Aim of the exercise:
Below are entries. Reproduce exactly the lines between the line holding "15V3M7 8l5-5 5" and the line holding "<div><p>Время</p><b>4:05</b></div>", inclusive, and only those.

Listed records:
========

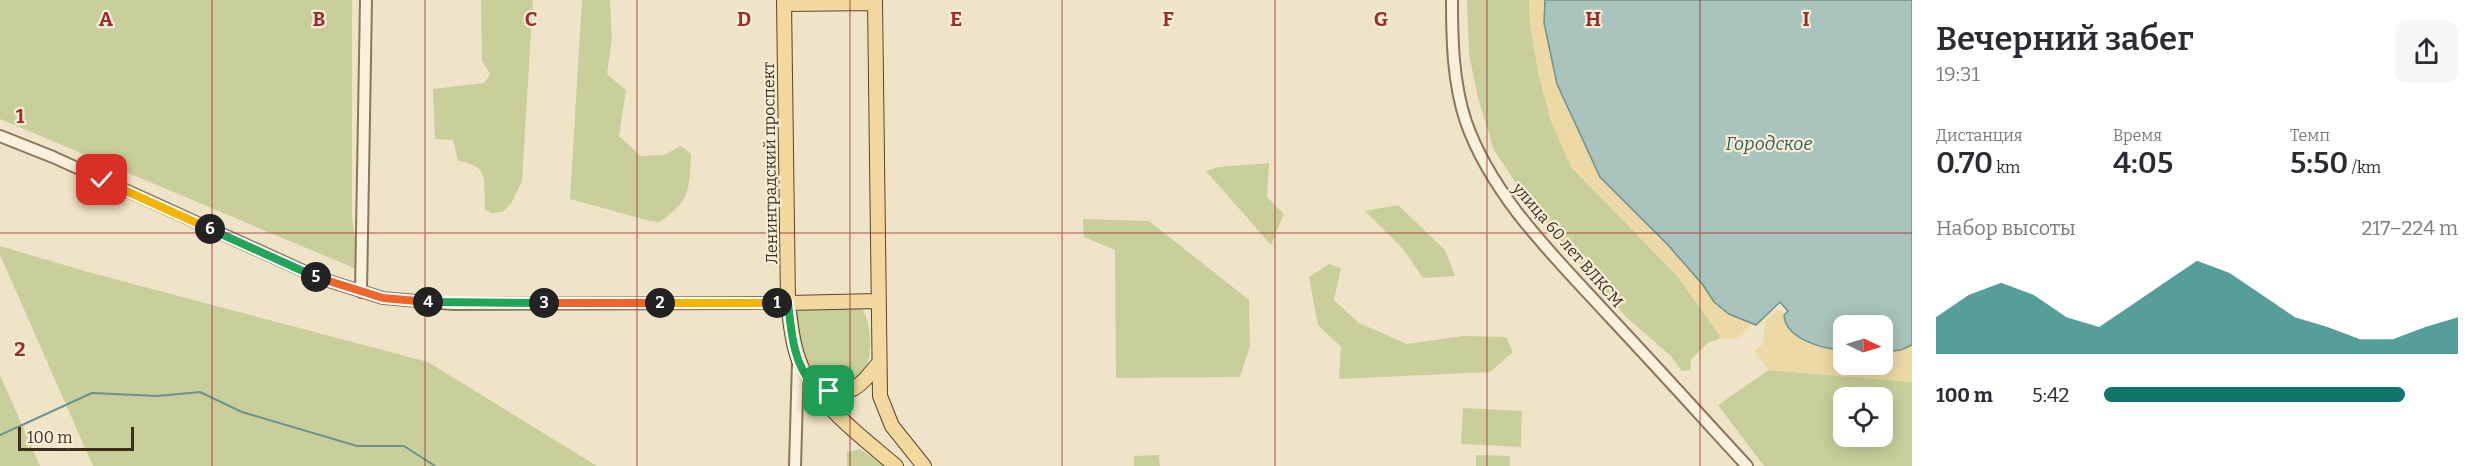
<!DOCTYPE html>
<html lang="ru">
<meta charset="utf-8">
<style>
body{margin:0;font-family:Bitter,serif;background:#f7f7f7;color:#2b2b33;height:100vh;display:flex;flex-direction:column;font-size:22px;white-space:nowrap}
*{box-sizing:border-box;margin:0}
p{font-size:20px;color:#7c7c81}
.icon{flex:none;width:33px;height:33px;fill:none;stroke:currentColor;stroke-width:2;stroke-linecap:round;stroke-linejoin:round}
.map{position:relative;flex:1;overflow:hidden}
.drawer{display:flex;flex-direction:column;background:#fff;width:570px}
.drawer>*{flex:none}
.needle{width:39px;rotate:94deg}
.controls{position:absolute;left:1833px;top:315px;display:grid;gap:12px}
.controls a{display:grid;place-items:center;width:60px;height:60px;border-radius:12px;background:#fff;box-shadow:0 3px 15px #0003;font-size:30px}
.scale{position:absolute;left:18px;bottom:15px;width:116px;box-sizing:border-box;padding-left:6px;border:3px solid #3d2e20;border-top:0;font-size:16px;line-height:21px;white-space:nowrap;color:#3d2e20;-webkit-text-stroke:4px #f7eed8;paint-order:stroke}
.pin{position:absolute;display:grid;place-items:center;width:51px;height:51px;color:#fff;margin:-26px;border-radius:12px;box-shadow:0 3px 9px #0006}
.km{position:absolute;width:30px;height:30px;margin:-15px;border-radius:50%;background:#222;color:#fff;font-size:16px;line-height:30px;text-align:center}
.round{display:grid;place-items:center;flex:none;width:63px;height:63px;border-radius:12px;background:#f7f7f7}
.overview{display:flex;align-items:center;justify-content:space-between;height:102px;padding:0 24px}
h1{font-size:33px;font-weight:600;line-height:45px}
.metrics{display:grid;grid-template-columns:repeat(3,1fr);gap:9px;height:102px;padding:6px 24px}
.metrics div{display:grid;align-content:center}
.metrics b{font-size:30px;font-weight:600}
.metrics small{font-size:16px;font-weight:400}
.metrics p{font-size:16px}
.chart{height:168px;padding:12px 24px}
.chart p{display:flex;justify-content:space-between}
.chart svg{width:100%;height:108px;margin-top:6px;fill:#0f766e;opacity:.7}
ul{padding:0 24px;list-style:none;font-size:20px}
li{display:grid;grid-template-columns:96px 72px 1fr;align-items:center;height:45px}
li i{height:15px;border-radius:8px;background:#0f766e}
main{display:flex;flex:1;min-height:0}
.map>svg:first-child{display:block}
</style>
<main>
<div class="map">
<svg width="1912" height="466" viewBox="0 0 1912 466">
<rect width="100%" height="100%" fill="#f0e4c8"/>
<path fill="#c9cf9b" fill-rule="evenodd" d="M0,0H352V219L361,271L0,119Z
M481,0H533L522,181L512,202L503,212L491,213L485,210C483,181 491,166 458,161L453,140L435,139L433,89L484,83L490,74L482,61Z
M582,0H610L612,38L607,74L626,90L619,136L641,156L664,155L681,146L691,154C689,191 691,199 660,222L650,221L570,199Z
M1467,0H1529L1530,23L1538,71L1551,122L1678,277L1720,336L1719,339L1709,342L1691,359L1690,370L1682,371L1671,356L1627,318L1532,207L1494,150L1478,98L1469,54Z
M1269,163L1267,197L1284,214L1271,245L1206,171L1218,167Z
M1398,205L1445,250L1455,276L1423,278L1403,249L1365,211Z
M1083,219L1149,221L1249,300L1250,346L1240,377L1116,378L1115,250L1084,237Z
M0,246L88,272L428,362L597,466H93L0,255Z
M1329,264L1341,268L1334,300L1359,323L1407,344L1463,336L1506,337L1513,352L1490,372L1339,379L1341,347L1318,325L1309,277Z
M861,308C871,318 873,354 866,366C855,386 824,389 810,370C800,355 798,334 795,316L799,309Z
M1769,370L1912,382V466H1764L1718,405ZM1844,398H1882V436H1844Z
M0,375L40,466H0Z
M1463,408L1522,411L1521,447L1461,444Z
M860,449L885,466H847V452Z
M1159,455L1160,466H1134V456Z
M1476,455L1510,456V466H1476Z"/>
<path fill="#ecd9a5" d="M1529,0H1545L1544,23L1557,84L1600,177L1668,245L1703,285L1714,302L1729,314L1742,318L1751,326L1737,338L1719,339L1720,336L1678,277L1571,167L1551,122L1538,71L1530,23Z
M1777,310H1781C1785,317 1784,325 1790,331C1804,343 1826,349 1843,350L1844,364H1882L1883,352L1901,350L1912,345V382L1769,370L1754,351L1763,344L1765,322Z"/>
<path fill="#a9c4bc" stroke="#6f938a" stroke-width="1.5" d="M1545,0H1912V345L1901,350L1883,352L1882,326H1844L1843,350C1823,349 1785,339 1784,315L1788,311L1780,302L1756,325L1729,314L1714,302L1703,285L1668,245L1600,177L1557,84L1544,23Z"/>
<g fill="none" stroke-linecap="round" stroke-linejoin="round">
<path stroke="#6f938a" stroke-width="2" d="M0,435L92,393L157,396L200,392L242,412L357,446H404L435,466"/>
<g stroke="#8d765c" stroke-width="14">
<path id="minor" d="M1452,0C1452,41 1453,83 1466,122C1493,198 1555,257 1608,315C1655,365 1701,416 1747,466
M0,136L53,157L319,278L383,298L453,304L788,303
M361,292L366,0
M795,466L798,361"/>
</g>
<g stroke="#5b4430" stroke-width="16">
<path id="major" d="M784,0L788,303C791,327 793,352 805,374C826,411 864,439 896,466
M875,0L880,396L892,426L924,466
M784,4L875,3
M788,303L878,301
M815,386C849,399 857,390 878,364"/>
</g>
<use href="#minor" stroke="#faf1dc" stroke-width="10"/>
<use href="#major" stroke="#f3d9a0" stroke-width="14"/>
</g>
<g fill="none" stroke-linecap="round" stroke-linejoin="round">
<g stroke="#fff" stroke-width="12">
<path id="split-1" d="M777,303H788C791,328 793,364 812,383C816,388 823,389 829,391"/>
</g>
<g stroke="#fff" stroke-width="12">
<path id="split-2" d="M660,303H777"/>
</g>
<g stroke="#fff" stroke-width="12">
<path id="split-3" d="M544,303H660"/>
</g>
<g stroke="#fff" stroke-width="12">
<path id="split-4" d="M428,302L544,303"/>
</g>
<g stroke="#fff" stroke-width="12">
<path id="split-5" d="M316,277L383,298L428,302"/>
</g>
<g stroke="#fff" stroke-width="12">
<path id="split-6" d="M210,229L316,277"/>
</g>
<g stroke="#fff" stroke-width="12">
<path id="split-7" d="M102,180L210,229"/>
</g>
<use href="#split-1" stroke="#22a559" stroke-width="8"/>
<use href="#split-2" stroke="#f5b400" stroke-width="8"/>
<use href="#split-3" stroke="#f0652b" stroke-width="8"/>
<use href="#split-4" stroke="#22a559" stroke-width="8"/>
<use href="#split-5" stroke="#f0652b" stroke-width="8"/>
<use href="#split-6" stroke="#22a559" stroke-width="8"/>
<use href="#split-7" stroke="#f5b400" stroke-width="8"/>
</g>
<path fill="none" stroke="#9e2a2b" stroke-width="1.5" stroke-opacity="0.55" d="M212,0V466M425,0V466M637,0V466M850,0V466M1062,0V466M1275,0V466M1487,0V466M1700,0V466M0,233H1912"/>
<g text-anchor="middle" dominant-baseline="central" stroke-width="4.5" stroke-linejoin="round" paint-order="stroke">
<g font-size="16" fill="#3d2e20" stroke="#f7eed8">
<text transform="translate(770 163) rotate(-91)">Ленинградский проспект</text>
<text transform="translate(1568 245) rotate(49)">улица 60 лет ВЛКСМ</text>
</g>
<g font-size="18" font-style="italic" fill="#2f5d5a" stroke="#f7eed8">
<text x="1769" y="144">Городское</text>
</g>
</g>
<g font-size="20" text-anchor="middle" font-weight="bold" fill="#9e2a2b" stroke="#f7eed8" stroke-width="4.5" stroke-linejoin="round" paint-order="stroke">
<text x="106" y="26">A</text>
<text x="319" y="26">B</text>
<text x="531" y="26">C</text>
<text x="744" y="26">D</text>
<text x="956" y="26">E</text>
<text x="1168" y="26">F</text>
<text x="1381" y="26">G</text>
<text x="1593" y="26">H</text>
<text x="1806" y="26">I</text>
<text x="20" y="123">1</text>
<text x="20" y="356">2</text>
</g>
</svg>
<div class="controls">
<a><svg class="needle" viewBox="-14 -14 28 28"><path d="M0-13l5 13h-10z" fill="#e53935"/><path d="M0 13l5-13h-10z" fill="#7c7c81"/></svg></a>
<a><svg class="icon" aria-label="locate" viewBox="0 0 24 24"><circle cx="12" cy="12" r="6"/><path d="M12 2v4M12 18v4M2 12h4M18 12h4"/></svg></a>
</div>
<div class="scale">100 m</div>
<div class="pin" style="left:829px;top:391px;background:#1e9e55"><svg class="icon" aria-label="arrive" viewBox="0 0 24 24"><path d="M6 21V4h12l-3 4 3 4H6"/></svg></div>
<div class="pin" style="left:102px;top:180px;background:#d93025"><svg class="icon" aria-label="check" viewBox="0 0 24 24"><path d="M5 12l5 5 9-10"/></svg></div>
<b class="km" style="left:777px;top:303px">1</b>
<b class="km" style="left:660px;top:303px">2</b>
<b class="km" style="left:544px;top:303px">3</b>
<b class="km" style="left:428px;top:302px">4</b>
<b class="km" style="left:316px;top:277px">5</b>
<b class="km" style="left:210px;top:229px">6</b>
</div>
<section class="drawer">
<div class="overview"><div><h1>Вечерний забег</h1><p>19:31</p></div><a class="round"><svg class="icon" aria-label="share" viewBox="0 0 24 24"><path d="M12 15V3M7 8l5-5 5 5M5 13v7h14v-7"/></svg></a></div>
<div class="metrics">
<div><p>Дистанция</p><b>0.70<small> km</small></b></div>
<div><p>Время</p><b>4:05</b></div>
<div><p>Темп</p><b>5:50<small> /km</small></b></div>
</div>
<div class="chart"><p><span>Набор высоты</span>217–224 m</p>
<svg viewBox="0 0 160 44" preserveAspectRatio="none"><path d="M0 44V29L10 20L20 15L30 20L40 29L50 33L60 24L70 15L80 6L90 11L100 20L110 29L120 33L130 38L140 38L150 33L160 29V44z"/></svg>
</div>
<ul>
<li><b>100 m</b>5:42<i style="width:85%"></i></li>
</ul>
</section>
</main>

========

Solution for this task:
<div class="overview"><div><h1>Вечерний забег</h1><p>19:31</p></div><a class="round"><svg class="icon" aria-label="share" viewBox="0 0 24 24"><path d="M12 15V3M7 8l5-5 5 5M5 13v7h14v-7"/></svg></a></div>
<div class="metrics">
<div><p>Дистанция</p><b>0.70<small> km</small></b></div>
<div><p>Время</p><b>4:05</b></div>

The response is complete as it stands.